How do we think about startup ethics?
Meet your classmates from all around the world and who (normally) attend classes on both coasts. The Xfund team lays out the “Three C’s” of business ethics . One of Harvard Business School’s most popular professors, Tom Eisenmann, debuts an unpublished case study: the story of uBiome, a Stanford-founded startup that begins with great promise — and ends in an FBI raid.
Assuming that uBiome made no false claims about the product’s efficacy when marketing to consumers through the Indiegogo campaign, do you feel that this early version of the product was ethically sound?
At what point did the founders cross over the line separating ethically sound from unethical behavior?
What led the founders to engage in unethical practices?
How responsible were employees and non-management board members for the ethical breaches?
Could uBiome have been a viable venture if management had avoided unethical practices, or was the venture doomed to fail anyway?
Should we ask permission, or beg forgiveness? (Compliance)
Kevin Hartz, one of the brightest luminaries in Silicon Valley, co-founded Eventbrite and Xoom. He was an early investor in Airbnb, Gusto, Opendoor, Palantir, PayPal, Pinterest, Reddit, Trulia, and Uber. Kevin will lead a case discussion with you about his struggles moving Xoom forward while being restrained by the myriad regulations, customs, and laws that govern entrepreneurial activity. At times, Kevin, opted not to be in compliance with the law. What drove these decisions?
You want to be Facebook. Or do you? (Contribution)
In the early days of Facebook, Annie Ta helped launch technologies like Facebook Exchange and Facebook Connect, which gave the company unprecedented abilities to reach targeted individuals with resonant messages. These technologies would compound for more than a decade and come to cement Facebook’s dominance of our attention. In recent years, this dominance has allowed Facebook to exert enormous influence over issues from George Floyd to Donald Trump.
Facebook’s current VP of Global Communications John Pinette and Pinterest’s current Head of Inclusive Product Annie Ta bookend an era that began with great promise, and has ended in a confrontation with the President (and much of the government) of the United States. They grapple with their responsibilities to their shareholders versus their responsibilities to society.
You Don’t Want the Truth. You Can’t Handle the Truth! (Contribution)
Veteran Wall Street Journal reporter Jessica Lessin has covered startups and tech for the last 16 years, but now she fears that the “democratization of news,” cults of personality, and the reality distortion fields they produce will swallow the truth. Lessin founded The Information in part to defend that truth. What are the boundaries of this role? How do founders like Lessin trade this off against the necessity to run a profitable entity?
The Social Dilemma – What's Inside the Algorithm? (Consequence)
Good intentions (and fiduciary duty) can have unintended consequences. As former Head of Consumer Product at Twitter, Jeff Seibert saw the inner workings of the social media industry, and the damaging side-effects of ads-based businesses, first-hand. The Social Dilemma, the premonitory film he advised and starred in, brought his concerns mainstream. How would you build an ethical social network?
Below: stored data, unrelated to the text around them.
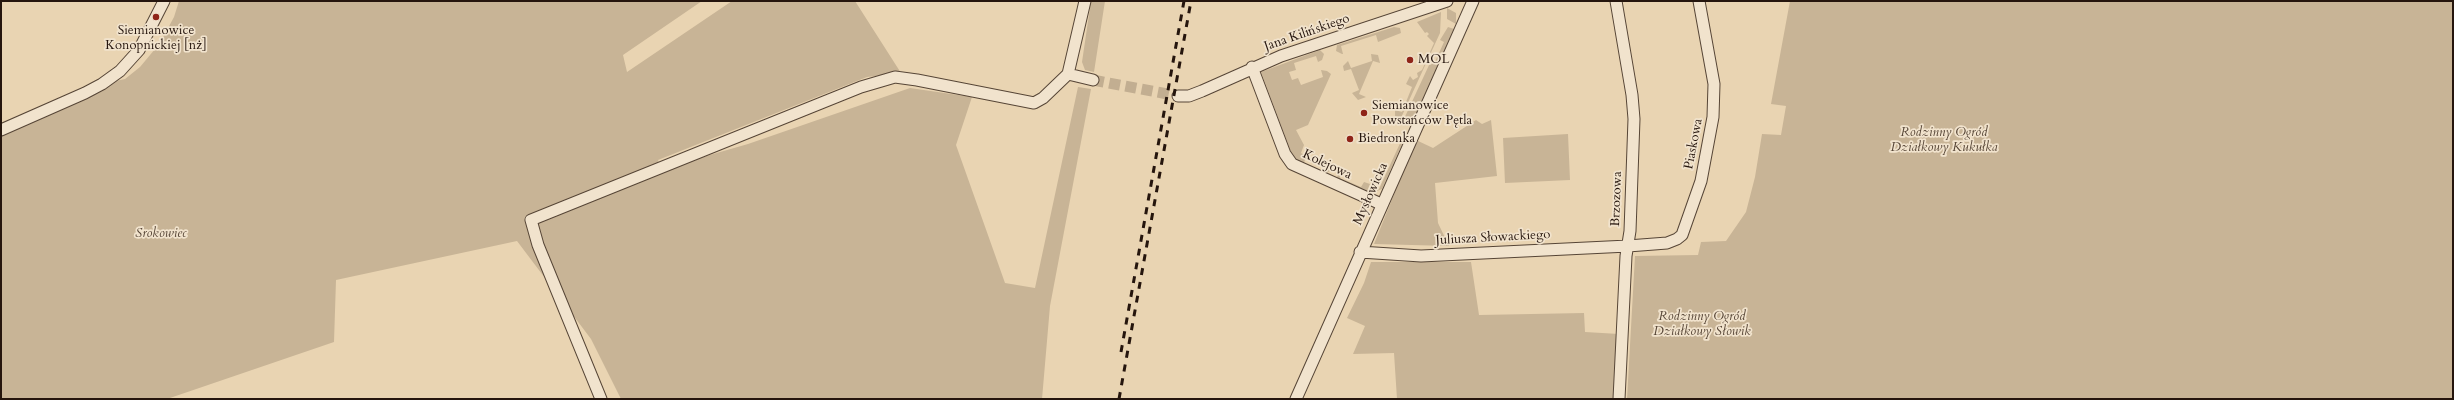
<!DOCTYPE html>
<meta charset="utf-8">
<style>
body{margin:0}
#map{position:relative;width:2454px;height:400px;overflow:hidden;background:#e9d4b2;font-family:Cardo,serif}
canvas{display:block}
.frame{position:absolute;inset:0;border:2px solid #25150d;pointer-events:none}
</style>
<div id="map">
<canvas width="2454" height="400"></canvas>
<div class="frame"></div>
</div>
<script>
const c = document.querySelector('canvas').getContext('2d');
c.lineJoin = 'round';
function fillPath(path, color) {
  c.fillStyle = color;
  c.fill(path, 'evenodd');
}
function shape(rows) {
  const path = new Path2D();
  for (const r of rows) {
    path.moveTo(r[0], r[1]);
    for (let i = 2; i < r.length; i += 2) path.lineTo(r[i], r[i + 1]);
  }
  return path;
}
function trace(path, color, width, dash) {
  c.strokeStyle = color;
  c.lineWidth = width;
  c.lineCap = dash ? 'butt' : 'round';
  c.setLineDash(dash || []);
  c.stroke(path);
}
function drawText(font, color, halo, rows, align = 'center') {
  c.font = font + ' Cardo,serif';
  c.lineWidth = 3.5;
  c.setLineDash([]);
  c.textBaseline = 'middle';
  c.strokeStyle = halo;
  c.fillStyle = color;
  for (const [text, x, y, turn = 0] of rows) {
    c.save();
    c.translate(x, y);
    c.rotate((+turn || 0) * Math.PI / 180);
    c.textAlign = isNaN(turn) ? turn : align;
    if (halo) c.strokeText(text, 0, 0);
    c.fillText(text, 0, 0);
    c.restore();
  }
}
const green = shape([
 [179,1,702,1,623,55,627,72,732,1,855,1,901,73,867,77,658,160,661,169,748,144,910,88,972,97,956,145,1005,283,1035,288,1078,87,1091,89,1050,306,1042,399,621,399,591,339,517,241,336,280,334,342,167,399,1,399,1,129,102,84,125,79,140,67,160,43,174,17],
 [1091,1,1105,1,1094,72,1085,70,1082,62],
 [1790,1,2453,1,2453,399,1627,399,1635,256,1698,255,1701,242,1726,241,1746,212,1755,177,1762,134,1781,135,1786,106,1771,104],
 [1447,8,1456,13,1456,24,1447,19],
 [1441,12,1440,33,1400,120,1395,116,1395,110,1402,112,1412,87,1406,84,1410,76,1413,80,1418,77,1417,73,1422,70,1434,43,1427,36,1429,34,1427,32,1425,33,1417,22],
 [1394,27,1400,28,1401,33,1378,42,1376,35,1341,46,1343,54,1342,54,1336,51,1337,45],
 [1448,27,1454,29,1415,117,1409,121,1405,122,1403,121,1430,63,1434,64,1444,42,1440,40],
 [1320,50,1324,54,1322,60,1318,62,1316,56,1294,63,1296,70,1289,72,1292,80,1298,78,1301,85,1323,77,1321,70,1327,71,1331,74,1308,125,1296,130,1304,145,1301,153,1306,156,1304,163,1325,172,1329,165,1330,171,1324,174,1296,161,1292,155,1261,72],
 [1371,54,1378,55,1380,63,1373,61,1359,94,1366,97,1358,100,1352,93,1359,90,1351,69,1344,71,1343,66,1348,61,1351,68,1372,61],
 [1373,101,1387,106,1386,107,1381,111,1375,109],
 [1476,120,1482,124,1491,120,1497,176,1435,183,1438,223,1449,246,1374,244,1416,140,1433,148],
 [1568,134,1570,180,1505,183,1503,138],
 [1402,139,1402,144,1382,189,1372,193,1379,189],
 [1342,171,1340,178,1361,187,1364,182,1370,184,1367,191,1337,178,1338,173],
 [1371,262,1471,262,1479,315,1584,313,1585,332,1619,334,1613,399,1397,399,1394,353,1353,354,1365,326,1347,318,1364,283]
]);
const minorTunnel = shape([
 [1093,80,1178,96]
]);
const minor = shape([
 [1616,1,1632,95,1634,119,1630,231,1626,256,1619,399],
 [1252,67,1285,154,1292,164,1381,204],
 [1068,74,1093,80],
 [1178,96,1189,96,1202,91,1281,56,1447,1],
 [1,130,85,93,102,84,120,71,139,50,164,1],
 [1360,252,1421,256,1628,246,1667,243,1677,239,1682,235,1701,181,1713,117,1714,84,1699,1],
 [601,399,538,245,531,220,861,87,895,77,917,80,1034,103,1043,98,1068,74,1085,1],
 [1296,399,1473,1]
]);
const rail = shape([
 [1121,352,1184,1],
 [1119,399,1191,1]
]);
const markers = [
 [156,17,4,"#8f2418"],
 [1410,60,4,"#8f2418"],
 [1364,113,4,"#8f2418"],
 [1350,139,4,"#8f2418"]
];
const poiNames = [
 ["Siemianowice",156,31,"center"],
 ["Konopnickiej [nż]",156,46,"center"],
 ["MOL",1418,60],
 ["Siemianowice",1372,106],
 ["Powstańców Pętla",1372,121],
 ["Biedronka",1358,139]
];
const streetNames = [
 ["Jana Kilińskiego",1307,33,-19],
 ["Piaskowa",1694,144,-79],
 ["Kolejowa",1327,165,25],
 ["Mysłowicka",1371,194,-66],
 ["Brzozowa",1617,199,-88],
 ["Juliusza Słowackiego",1493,238,-3]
];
const parkNames = [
 ["Rodzinny Ogród",1944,133],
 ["Działkowy Kukułka",1944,148],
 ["Srokowiec",161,234],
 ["Rodzinny Ogród",1702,317],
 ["Działkowy Słowik",1702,332]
];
fillPath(green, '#c8b496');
trace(minorTunnel, '#c2ae91', 11, [11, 5.5]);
trace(minor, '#564536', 13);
trace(minor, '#f1e3cd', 11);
trace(rail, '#25150d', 3, [7, 7]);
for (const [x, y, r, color] of markers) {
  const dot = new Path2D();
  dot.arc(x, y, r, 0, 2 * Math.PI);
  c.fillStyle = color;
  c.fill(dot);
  trace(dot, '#f1e3cd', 1.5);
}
drawText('13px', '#25150d', '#f1e3cd', poiNames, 'left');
drawText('13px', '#25150d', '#f1e3cd', streetNames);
drawText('italic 13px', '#564536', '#f1e3cd', parkNames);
</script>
Should consumer products be regulated on the amounts and types of data they are allowed to collect?
Should consumer products be regulated on the number of ads they are permitted to display in a given time period or session?
Are there ethical upper bounds to engagement?
Is it possible to build a social network that is not monetized by ads?
Given that you have built a public company monetized by ads, what would you do today?
We Accelerated at Full Speed. And Then We Crashed. (Consequence)
Jenna Golden was Head of Political Sales at Twitter during the 2016 election. Her team sold one of the most valuable and expensive ads to Donald Trump. And then it all went wrong. What happened? What would you have done differently? We conclude the series with a riveting and recent case study that ties together all we have learned.
Do you believe that Twitter and other social platforms should be in the business of selling political advertising?
What are the key things the Twitter leadership team should have considered before allowing us to offer this custom emoji product to Presidential candidates?
If both the Trump and Clinton campaigns had decided to purchase this product, would that have changed the way you viewed the situation? Do you think the outcome would have been different?